Now that you know a ton about payroll journal entries, here are the steps to prepare your own:

  1. Collect your upcoming payroll data.
  2. Record gross wages as an expense (debit column).
  3. Record money owed in taxes, net pay and any other payroll deductions as liabilities (credit column).
  4. Check the initial entry to make sure the credit column equals the debit column.

Then, when you pay your team:

  1. Record outgoing payments such as wages and tax deposit (credit column).
  2. Adjust your liability account to reflect payments (debit column).
  1. Check each entry to make sure the credit column equals the debit column

This may seem like a lot of little steps, and in a way, it is. 

When you’re managing a business ledger, paying attention to detail and double-checking your work is important. After all, it’s the tool you use to track your money, and you want to keep it accurate. 

That said, you don’t have to create each entry manually. You can use accounting software like QuickBooks to automate some of the steps.

If you want to streamline your payroll processing, Hourly payroll software makes your life easier by automatically calculating and withholding taxes from your paychecks. They even send them to the government for you, so that’s one less thing you have to worry about. 

Are There Different Types of Payroll Journal Entries? 

Yes, there are three main types of journal entries associated with payroll. They include: 

Initial Recordings

Initial recordings are the most common types of entries you or your accountant will create when doing your payroll accounting. These are the entries you saw in the examples that create the expense and then track each payment. 

Accrued Wages

At the end of an accounting period, you (or your accountant) will prepare a summary of your general ledger. 

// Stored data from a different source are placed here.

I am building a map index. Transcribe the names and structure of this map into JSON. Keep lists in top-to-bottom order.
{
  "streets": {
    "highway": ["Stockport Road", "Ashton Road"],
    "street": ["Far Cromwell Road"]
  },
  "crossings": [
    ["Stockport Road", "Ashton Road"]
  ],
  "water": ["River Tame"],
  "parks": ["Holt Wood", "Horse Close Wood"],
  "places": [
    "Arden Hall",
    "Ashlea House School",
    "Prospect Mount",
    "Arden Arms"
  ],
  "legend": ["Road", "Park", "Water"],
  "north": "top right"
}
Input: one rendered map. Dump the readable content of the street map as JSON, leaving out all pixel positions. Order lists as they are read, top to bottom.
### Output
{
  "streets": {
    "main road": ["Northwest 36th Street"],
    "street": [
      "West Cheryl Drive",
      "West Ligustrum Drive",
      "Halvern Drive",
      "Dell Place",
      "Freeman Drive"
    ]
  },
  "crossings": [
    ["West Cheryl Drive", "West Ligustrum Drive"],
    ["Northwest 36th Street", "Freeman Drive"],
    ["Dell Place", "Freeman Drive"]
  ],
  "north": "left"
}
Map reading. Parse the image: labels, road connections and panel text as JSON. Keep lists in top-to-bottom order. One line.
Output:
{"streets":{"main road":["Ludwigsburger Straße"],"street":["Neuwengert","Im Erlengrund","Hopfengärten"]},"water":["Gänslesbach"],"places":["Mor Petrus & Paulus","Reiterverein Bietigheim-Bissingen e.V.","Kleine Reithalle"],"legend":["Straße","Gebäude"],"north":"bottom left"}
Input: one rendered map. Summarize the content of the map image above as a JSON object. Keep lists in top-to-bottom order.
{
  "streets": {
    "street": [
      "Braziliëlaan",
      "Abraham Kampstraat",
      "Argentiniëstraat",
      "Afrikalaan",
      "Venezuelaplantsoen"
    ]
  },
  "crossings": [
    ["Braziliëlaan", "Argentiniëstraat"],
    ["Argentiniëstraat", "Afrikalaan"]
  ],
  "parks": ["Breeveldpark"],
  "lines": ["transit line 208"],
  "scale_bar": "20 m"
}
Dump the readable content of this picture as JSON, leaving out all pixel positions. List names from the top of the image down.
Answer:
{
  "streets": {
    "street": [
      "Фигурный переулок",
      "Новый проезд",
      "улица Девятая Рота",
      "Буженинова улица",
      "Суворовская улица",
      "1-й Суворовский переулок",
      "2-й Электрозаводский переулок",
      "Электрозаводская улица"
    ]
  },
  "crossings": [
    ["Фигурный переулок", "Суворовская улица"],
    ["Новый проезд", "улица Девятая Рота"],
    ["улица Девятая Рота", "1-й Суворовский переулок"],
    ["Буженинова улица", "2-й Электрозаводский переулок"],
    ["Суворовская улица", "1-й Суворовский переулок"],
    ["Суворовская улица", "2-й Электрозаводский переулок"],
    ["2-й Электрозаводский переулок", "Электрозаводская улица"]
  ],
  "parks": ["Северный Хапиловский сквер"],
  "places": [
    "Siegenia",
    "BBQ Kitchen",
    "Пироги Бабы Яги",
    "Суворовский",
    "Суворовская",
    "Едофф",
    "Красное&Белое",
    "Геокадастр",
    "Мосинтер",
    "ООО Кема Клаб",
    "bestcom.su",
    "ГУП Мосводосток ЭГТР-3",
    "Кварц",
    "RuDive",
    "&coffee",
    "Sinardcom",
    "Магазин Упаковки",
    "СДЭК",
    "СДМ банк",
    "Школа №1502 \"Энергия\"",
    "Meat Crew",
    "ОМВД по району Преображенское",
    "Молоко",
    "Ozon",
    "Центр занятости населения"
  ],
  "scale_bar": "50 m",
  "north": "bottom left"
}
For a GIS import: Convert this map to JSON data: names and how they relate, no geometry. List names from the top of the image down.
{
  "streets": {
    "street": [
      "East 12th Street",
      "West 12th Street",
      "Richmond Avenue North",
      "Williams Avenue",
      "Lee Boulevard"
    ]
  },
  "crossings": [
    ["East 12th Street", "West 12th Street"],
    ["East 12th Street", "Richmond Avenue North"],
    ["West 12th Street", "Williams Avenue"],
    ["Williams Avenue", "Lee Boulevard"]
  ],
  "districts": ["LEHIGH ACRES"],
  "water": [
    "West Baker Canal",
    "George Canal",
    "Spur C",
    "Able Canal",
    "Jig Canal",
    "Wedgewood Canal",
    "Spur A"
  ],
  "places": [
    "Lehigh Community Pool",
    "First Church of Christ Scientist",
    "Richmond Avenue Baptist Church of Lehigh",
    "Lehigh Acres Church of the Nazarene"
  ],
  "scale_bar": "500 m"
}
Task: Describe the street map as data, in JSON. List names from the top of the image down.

To do so, you’ll need to calculate your accrued wages (or wage accruals), which are the total wages you owe but haven’t paid yet. You will record this calculation using an accrued wages entry, which increases the liability account.

Manual Payments

Manual payment entries are simpler than initial recordings since there’s no liability stage. Instead, you have an expense that is paid for with cash (or check) right away—so nothing is technically “owed.” This entry type is only used when you pay employees using cash or check instead of direct deposit. 

For instance, you will use manual payment if you terminate an employee in the middle of a pay cycle and use a check to pay what they’ve earned so far.

Keep Track of Your Biggest Expense

Using debits and credits for payroll accounting can seem confusing at first. However, they are useful tools that help you keep track of one of your biggest expenses. Not to mention, you can use them to see which payroll expenses have already been paid for and which ones you still owe. 

Now that you know the basics? You can look at your general ledger and understand what’s going on with your payroll entries.